## THE PROBLEM
Type out the entries again, keeping every word unchanged.

[Saved entries]

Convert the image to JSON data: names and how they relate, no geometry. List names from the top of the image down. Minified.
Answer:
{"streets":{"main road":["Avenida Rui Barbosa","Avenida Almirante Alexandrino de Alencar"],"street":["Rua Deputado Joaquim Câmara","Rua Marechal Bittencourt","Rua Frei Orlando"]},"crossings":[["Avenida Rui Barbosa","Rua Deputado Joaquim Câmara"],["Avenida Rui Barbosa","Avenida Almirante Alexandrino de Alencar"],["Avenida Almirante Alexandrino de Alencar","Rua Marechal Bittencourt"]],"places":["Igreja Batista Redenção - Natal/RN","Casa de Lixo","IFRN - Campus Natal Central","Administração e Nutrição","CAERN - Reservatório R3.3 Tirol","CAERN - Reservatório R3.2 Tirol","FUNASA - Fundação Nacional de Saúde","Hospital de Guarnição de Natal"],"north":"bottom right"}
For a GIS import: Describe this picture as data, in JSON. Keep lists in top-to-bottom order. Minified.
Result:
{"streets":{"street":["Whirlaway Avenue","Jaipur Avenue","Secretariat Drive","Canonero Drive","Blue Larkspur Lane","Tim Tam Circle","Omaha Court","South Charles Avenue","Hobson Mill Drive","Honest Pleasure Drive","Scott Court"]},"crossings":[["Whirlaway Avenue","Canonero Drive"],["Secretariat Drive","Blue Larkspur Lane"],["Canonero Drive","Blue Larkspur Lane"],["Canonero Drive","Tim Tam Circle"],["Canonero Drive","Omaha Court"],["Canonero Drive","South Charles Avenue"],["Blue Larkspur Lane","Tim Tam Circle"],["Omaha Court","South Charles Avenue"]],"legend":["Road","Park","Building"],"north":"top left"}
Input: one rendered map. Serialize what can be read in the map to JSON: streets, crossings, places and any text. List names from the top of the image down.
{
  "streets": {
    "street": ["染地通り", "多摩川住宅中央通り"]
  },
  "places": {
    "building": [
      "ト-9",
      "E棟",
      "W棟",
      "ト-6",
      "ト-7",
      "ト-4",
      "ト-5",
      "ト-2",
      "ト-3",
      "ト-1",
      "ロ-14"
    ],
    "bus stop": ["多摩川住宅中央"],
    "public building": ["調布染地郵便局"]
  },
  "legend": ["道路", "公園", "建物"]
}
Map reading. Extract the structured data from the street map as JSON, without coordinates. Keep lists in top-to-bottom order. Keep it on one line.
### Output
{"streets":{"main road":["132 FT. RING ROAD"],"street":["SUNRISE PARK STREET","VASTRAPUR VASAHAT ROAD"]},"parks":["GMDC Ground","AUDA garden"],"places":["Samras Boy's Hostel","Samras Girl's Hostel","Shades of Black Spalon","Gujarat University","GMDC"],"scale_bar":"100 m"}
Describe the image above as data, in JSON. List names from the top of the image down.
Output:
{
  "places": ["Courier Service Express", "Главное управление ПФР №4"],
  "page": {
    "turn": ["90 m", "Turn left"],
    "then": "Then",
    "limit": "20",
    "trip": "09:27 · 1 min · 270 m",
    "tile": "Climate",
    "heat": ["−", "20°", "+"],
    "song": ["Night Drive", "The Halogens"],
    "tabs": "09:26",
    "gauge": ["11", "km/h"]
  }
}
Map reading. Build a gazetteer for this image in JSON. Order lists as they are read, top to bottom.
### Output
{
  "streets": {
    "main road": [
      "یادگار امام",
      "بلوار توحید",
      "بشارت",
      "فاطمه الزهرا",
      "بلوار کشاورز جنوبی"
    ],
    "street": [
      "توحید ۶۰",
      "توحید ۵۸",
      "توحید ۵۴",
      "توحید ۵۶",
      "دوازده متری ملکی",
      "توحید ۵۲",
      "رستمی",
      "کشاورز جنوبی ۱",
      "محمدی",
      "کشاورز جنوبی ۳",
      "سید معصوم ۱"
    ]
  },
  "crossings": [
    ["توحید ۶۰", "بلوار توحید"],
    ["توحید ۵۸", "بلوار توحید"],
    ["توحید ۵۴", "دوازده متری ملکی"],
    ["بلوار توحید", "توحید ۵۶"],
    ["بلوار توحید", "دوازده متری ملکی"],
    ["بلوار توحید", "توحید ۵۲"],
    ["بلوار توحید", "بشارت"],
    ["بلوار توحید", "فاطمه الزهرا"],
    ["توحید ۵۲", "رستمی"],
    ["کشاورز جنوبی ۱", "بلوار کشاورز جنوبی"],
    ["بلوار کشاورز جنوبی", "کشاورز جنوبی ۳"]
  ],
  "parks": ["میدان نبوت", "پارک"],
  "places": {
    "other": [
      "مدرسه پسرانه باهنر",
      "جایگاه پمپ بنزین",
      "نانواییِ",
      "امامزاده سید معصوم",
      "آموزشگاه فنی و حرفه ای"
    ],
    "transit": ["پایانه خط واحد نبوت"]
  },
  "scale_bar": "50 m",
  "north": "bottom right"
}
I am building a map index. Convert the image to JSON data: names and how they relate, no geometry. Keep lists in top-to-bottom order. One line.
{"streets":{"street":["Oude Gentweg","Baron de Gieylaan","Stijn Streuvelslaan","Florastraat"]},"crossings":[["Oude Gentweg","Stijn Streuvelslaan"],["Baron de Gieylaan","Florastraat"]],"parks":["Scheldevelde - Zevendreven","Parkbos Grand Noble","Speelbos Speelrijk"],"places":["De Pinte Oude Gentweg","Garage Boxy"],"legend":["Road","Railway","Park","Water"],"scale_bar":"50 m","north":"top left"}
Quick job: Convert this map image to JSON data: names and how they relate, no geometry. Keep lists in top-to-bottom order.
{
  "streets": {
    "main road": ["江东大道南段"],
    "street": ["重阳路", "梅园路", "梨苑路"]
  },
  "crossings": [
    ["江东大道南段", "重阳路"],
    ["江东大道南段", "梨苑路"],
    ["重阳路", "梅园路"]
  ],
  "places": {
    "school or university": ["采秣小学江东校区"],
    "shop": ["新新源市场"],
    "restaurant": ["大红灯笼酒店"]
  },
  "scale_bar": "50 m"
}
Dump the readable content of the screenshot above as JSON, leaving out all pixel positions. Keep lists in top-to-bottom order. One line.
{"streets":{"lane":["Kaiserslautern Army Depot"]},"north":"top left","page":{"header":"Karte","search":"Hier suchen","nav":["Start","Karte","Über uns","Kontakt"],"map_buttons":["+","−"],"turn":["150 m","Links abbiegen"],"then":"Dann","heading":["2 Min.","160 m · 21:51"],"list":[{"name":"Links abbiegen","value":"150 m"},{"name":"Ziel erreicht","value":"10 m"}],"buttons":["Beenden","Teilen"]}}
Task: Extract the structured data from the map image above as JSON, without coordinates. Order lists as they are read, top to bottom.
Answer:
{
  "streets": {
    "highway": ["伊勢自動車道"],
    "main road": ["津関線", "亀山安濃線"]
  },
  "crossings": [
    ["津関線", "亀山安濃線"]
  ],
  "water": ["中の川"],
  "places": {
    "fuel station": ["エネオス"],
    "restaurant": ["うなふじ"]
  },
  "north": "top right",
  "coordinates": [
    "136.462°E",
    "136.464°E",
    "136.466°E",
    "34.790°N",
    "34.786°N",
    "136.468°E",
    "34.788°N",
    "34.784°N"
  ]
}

## RESULT BELOW
Convert the image to JSON data: names and how they relate, no geometry. List names from the top of the image down. Minified.
Answer:
{"streets":{"main road":["Avenida Rui Barbosa","Avenida Almirante Alexandrino de Alencar"],"street":["Rua Deputado Joaquim Câmara","Rua Marechal Bittencourt","Rua Frei Orlando"]},"crossings":[["Avenida Rui Barbosa","Rua Deputado Joaquim Câmara"],["Avenida Rui Barbosa","Avenida Almirante Alexandrino de Alencar"],["Avenida Almirante Alexandrino de Alencar","Rua Marechal Bittencourt"]],"places":["Igreja Batista Redenção - Natal/RN","Casa de Lixo","IFRN - Campus Natal Central","Administração e Nutrição","CAERN - Reservatório R3.3 Tirol","CAERN - Reservatório R3.2 Tirol","FUNASA - Fundação Nacional de Saúde","Hospital de Guarnição de Natal"],"north":"bottom right"}
For a GIS import: Describe this picture as data, in JSON. Keep lists in top-to-bottom order. Minified.
Result:
{"streets":{"street":["Whirlaway Avenue","Jaipur Avenue","Secretariat Drive","Canonero Drive","Blue Larkspur Lane","Tim Tam Circle","Omaha Court","South Charles Avenue","Hobson Mill Drive","Honest Pleasure Drive","Scott Court"]},"crossings":[["Whirlaway Avenue","Canonero Drive"],["Secretariat Drive","Blue Larkspur Lane"],["Canonero Drive","Blue Larkspur Lane"],["Canonero Drive","Tim Tam Circle"],["Canonero Drive","Omaha Court"],["Canonero Drive","South Charles Avenue"],["Blue Larkspur Lane","Tim Tam Circle"],["Omaha Court","South Charles Avenue"]],"legend":["Road","Park","Building"],"north":"top left"}
Input: one rendered map. Serialize what can be read in the map to JSON: streets, crossings, places and any text. List names from the top of the image down.
{
  "streets": {
    "street": ["染地通り", "多摩川住宅中央通り"]
  },
  "places": {
    "building": [
      "ト-9",
      "E棟",
      "W棟",
      "ト-6",
      "ト-7",
      "ト-4",
      "ト-5",
      "ト-2",
      "ト-3",
      "ト-1",
      "ロ-14"
    ],
    "bus stop": ["多摩川住宅中央"],
    "public building": ["調布染地郵便局"]
  },
  "legend": ["道路", "公園", "建物"]
}
Map reading. Extract the structured data from the street map as JSON, without coordinates. Keep lists in top-to-bottom order. Keep it on one line.
### Output
{"streets":{"main road":["132 FT. RING ROAD"],"street":["SUNRISE PARK STREET","VASTRAPUR VASAHAT ROAD"]},"parks":["GMDC Ground","AUDA garden"],"places":["Samras Boy's Hostel","Samras Girl's Hostel","Shades of Black Spalon","Gujarat University","GMDC"],"scale_bar":"100 m"}
Describe the image above as data, in JSON. List names from the top of the image down.
Output:
{
  "places": ["Courier Service Express", "Главное управление ПФР №4"],
  "page": {
    "turn": ["90 m", "Turn left"],
    "then": "Then",
    "limit": "20",
    "trip": "09:27 · 1 min · 270 m",
    "tile": "Climate",
    "heat": ["−", "20°", "+"],
    "song": ["Night Drive", "The Halogens"],
    "tabs": "09:26",
    "gauge": ["11", "km/h"]
  }
}
Map reading. Build a gazetteer for this image in JSON. Order lists as they are read, top to bottom.
### Output
{
  "streets": {
    "main road": [
      "یادگار امام",
      "بلوار توحید",
      "بشارت",
      "فاطمه الزهرا",
      "بلوار کشاورز جنوبی"
    ],
    "street": [
      "توحید ۶۰",
      "توحید ۵۸",
      "توحید ۵۴",
      "توحید ۵۶",
      "دوازده متری ملکی",
      "توحید ۵۲",
      "رستمی",
      "کشاورز جنوبی ۱",
      "محمدی",
      "کشاورز جنوبی ۳",
      "سید معصوم ۱"
    ]
  },
  "crossings": [
    ["توحید ۶۰", "بلوار توحید"],
    ["توحید ۵۸", "بلوار توحید"],
    ["توحید ۵۴", "دوازده متری ملکی"],
    ["بلوار توحید", "توحید ۵۶"],
    ["بلوار توحید", "دوازده متری ملکی"],
    ["بلوار توحید", "توحید ۵۲"],
    ["بلوار توحید", "بشارت"],
    ["بلوار توحید", "فاطمه الزهرا"],
    ["توحید ۵۲", "رستمی"],
    ["کشاورز جنوبی ۱", "بلوار کشاورز جنوبی"],
    ["بلوار کشاورز جنوبی", "کشاورز جنوبی ۳"]
  ],
  "parks": ["میدان نبوت", "پارک"],
  "places": {
    "other": [
      "مدرسه پسرانه باهنر",
      "جایگاه پمپ بنزین",
      "نانواییِ",
      "امامزاده سید معصوم",
      "آموزشگاه فنی و حرفه ای"
    ],
    "transit": ["پایانه خط واحد نبوت"]
  },
  "scale_bar": "50 m",
  "north": "bottom right"
}
I am building a map index. Convert the image to JSON data: names and how they relate, no geometry. Keep lists in top-to-bottom order. One line.
{"streets":{"street":["Oude Gentweg","Baron de Gieylaan","Stijn Streuvelslaan","Florastraat"]},"crossings":[["Oude Gentweg","Stijn Streuvelslaan"],["Baron de Gieylaan","Florastraat"]],"parks":["Scheldevelde - Zevendreven","Parkbos Grand Noble","Speelbos Speelrijk"],"places":["De Pinte Oude Gentweg","Garage Boxy"],"legend":["Road","Railway","Park","Water"],"scale_bar":"50 m","north":"top left"}
Quick job: Convert this map image to JSON data: names and how they relate, no geometry. Keep lists in top-to-bottom order.
{
  "streets": {
    "main road": ["江东大道南段"],
    "street": ["重阳路", "梅园路", "梨苑路"]
  },
  "crossings": [
    ["江东大道南段", "重阳路"],
    ["江东大道南段", "梨苑路"],
    ["重阳路", "梅园路"]
  ],
  "places": {
    "school or university": ["采秣小学江东校区"],
    "shop": ["新新源市场"],
    "restaurant": ["大红灯笼酒店"]
  },
  "scale_bar": "50 m"
}
Dump the readable content of the screenshot above as JSON, leaving out all pixel positions. Keep lists in top-to-bottom order. One line.
{"streets":{"lane":["Kaiserslautern Army Depot"]},"north":"top left","page":{"header":"Karte","search":"Hier suchen","nav":["Start","Karte","Über uns","Kontakt"],"map_buttons":["+","−"],"turn":["150 m","Links abbiegen"],"then":"Dann","heading":["2 Min.","160 m · 21:51"],"list":[{"name":"Links abbiegen","value":"150 m"},{"name":"Ziel erreicht","value":"10 m"}],"buttons":["Beenden","Teilen"]}}
Task: Extract the structured data from the map image above as JSON, without coordinates. Order lists as they are read, top to bottom.
Answer:
{
  "streets": {
    "highway": ["伊勢自動車道"],
    "main road": ["津関線", "亀山安濃線"]
  },
  "crossings": [
    ["津関線", "亀山安濃線"]
  ],
  "water": ["中の川"],
  "places": {
    "fuel station": ["エネオス"],
    "restaurant": ["うなふじ"]
  },
  "north": "top right",
  "coordinates": [
    "136.462°E",
    "136.464°E",
    "136.466°E",
    "34.790°N",
    "34.786°N",
    "136.468°E",
    "34.788°N",
    "34.784°N"
  ]
}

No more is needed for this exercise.